Réalisateur 5e Etage Production
Yannick Hanafi
Pendant plusieurs mois, les réalisateurs de 5e Étage Productions ont suivi certaines équipes de la Société de Saint-Vincent-de-Paul lors de leur préparation aux Rencontres Nationales. Yannick Hanafi, l’un des deux réalisateurs, dévoilent les coulisses de la mini-série vidéo.
– Quel est l’esprit de cette mini-série ?
– On a commencé avec une troupe de théâtre en région, pour réaliser un documentaire. Mais, à l’occasion des Rencontres Nationales de la Société de Saint-Vincent-de-Paul à Lourdes, on s’est rendu compte qu’il y avait un appel à projets, avec plusieurs propositions partout en France. On s’est dit que ce serait plus intéressant de filmer ça. On a proposé cinq épisodes de 10 minutes au lieu d’un seul film de 52 minutes.

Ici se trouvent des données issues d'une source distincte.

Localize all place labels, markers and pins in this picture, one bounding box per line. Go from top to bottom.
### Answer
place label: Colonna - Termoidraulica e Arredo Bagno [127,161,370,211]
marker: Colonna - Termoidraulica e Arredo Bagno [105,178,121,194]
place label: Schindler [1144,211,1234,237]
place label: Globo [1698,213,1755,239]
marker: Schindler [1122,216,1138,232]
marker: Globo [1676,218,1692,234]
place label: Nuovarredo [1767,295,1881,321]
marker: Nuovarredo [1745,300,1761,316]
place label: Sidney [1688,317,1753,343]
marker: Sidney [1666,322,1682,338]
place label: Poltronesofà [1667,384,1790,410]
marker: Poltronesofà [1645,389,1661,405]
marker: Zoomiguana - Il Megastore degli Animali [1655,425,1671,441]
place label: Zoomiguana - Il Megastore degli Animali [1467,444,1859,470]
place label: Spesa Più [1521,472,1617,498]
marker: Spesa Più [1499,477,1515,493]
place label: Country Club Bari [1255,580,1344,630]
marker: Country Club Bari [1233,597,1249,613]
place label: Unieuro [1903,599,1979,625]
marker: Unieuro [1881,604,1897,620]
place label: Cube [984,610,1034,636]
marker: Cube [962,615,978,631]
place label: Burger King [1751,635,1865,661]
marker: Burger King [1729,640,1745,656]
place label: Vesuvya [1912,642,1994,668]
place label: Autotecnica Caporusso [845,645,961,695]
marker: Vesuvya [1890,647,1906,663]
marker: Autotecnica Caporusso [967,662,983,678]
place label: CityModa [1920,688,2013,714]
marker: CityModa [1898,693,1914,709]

– Comment avez-vous travaillé ?
– On a essayé de faire des portraits, même si les histoires de chacun sont un peu exceptionnelles. Il y a une forme d’universalité et d’humanité qui se dégagent de chacune d’entre elles. C’est assez touchant.
– Quels sont les défis rencontrés pour raconter cette histoire ?
– Ce sont des personnes et des histoires différentes à filmer dans un temps très court et dans des lieux différents. On essaie d’avoir une écriture la plus intimiste possible, le plus proche de la réalité qu’on perçoit. N’étant pas bénévole, mon regard sur les personnes filmées est très différent. Je découvre la réalité de leur quotidien, les enjeux qui les traversent et les histoires intimes qui me touchent. J’imagine que cela peut toucher le public.
– Comment travaillez-vous avec des personnes qui n’ont pas forcément l’habitude d’être filmées ?
– L’équipe est réduite, on est trois : un ingénieur du son, Gaël Bordier et moi-même. On appelle les bénévoles avant de venir les filmer, ça n’est pas toujours possible pour les personnes accueillies. On tourne entre 2 et 5h d’images. Et j’enregistre une heure d’interview, sans images : pour transmettre plus facilement les émotions. Quand la personne est filmée, le dialogue change, elle s’écoute ou se regarde parler. J’ai souvent une longue interview, de laquelle je tire quelques minutes. C’est délicat aussi, parce que j’entends des histoires de vies et des enjeux qui touchent à l’intime. Des personnes qui se livrent sur leur vie, leur famille, des choses difficiles. Elles m’en parlent à moi, alors qu’on vient de se rencontrer, je me sens un peu privilégié.
– Comment filmez-vous aussi près ? Vous êtes souvent à côté des personnes !
– Le dispositif, c’est deux appareils photos avec des longues focales. Gaël fait les plans larges la plupart du temps. Pour les plans vraiment plus serrés, par exemple à Sisteron (04), sur l’épisode consacré aux Spectaculaires, j’étais dans les loges derrière. Je suis près des personnes pour qu’elles s’habituent et oublient que je suis là. Et surtout, on filme sans jamais rien leur demander. On filme beaucoup, beaucoup, pour capter un maximum de choses.
– Comment réagissent les personnes qui sont filmées ?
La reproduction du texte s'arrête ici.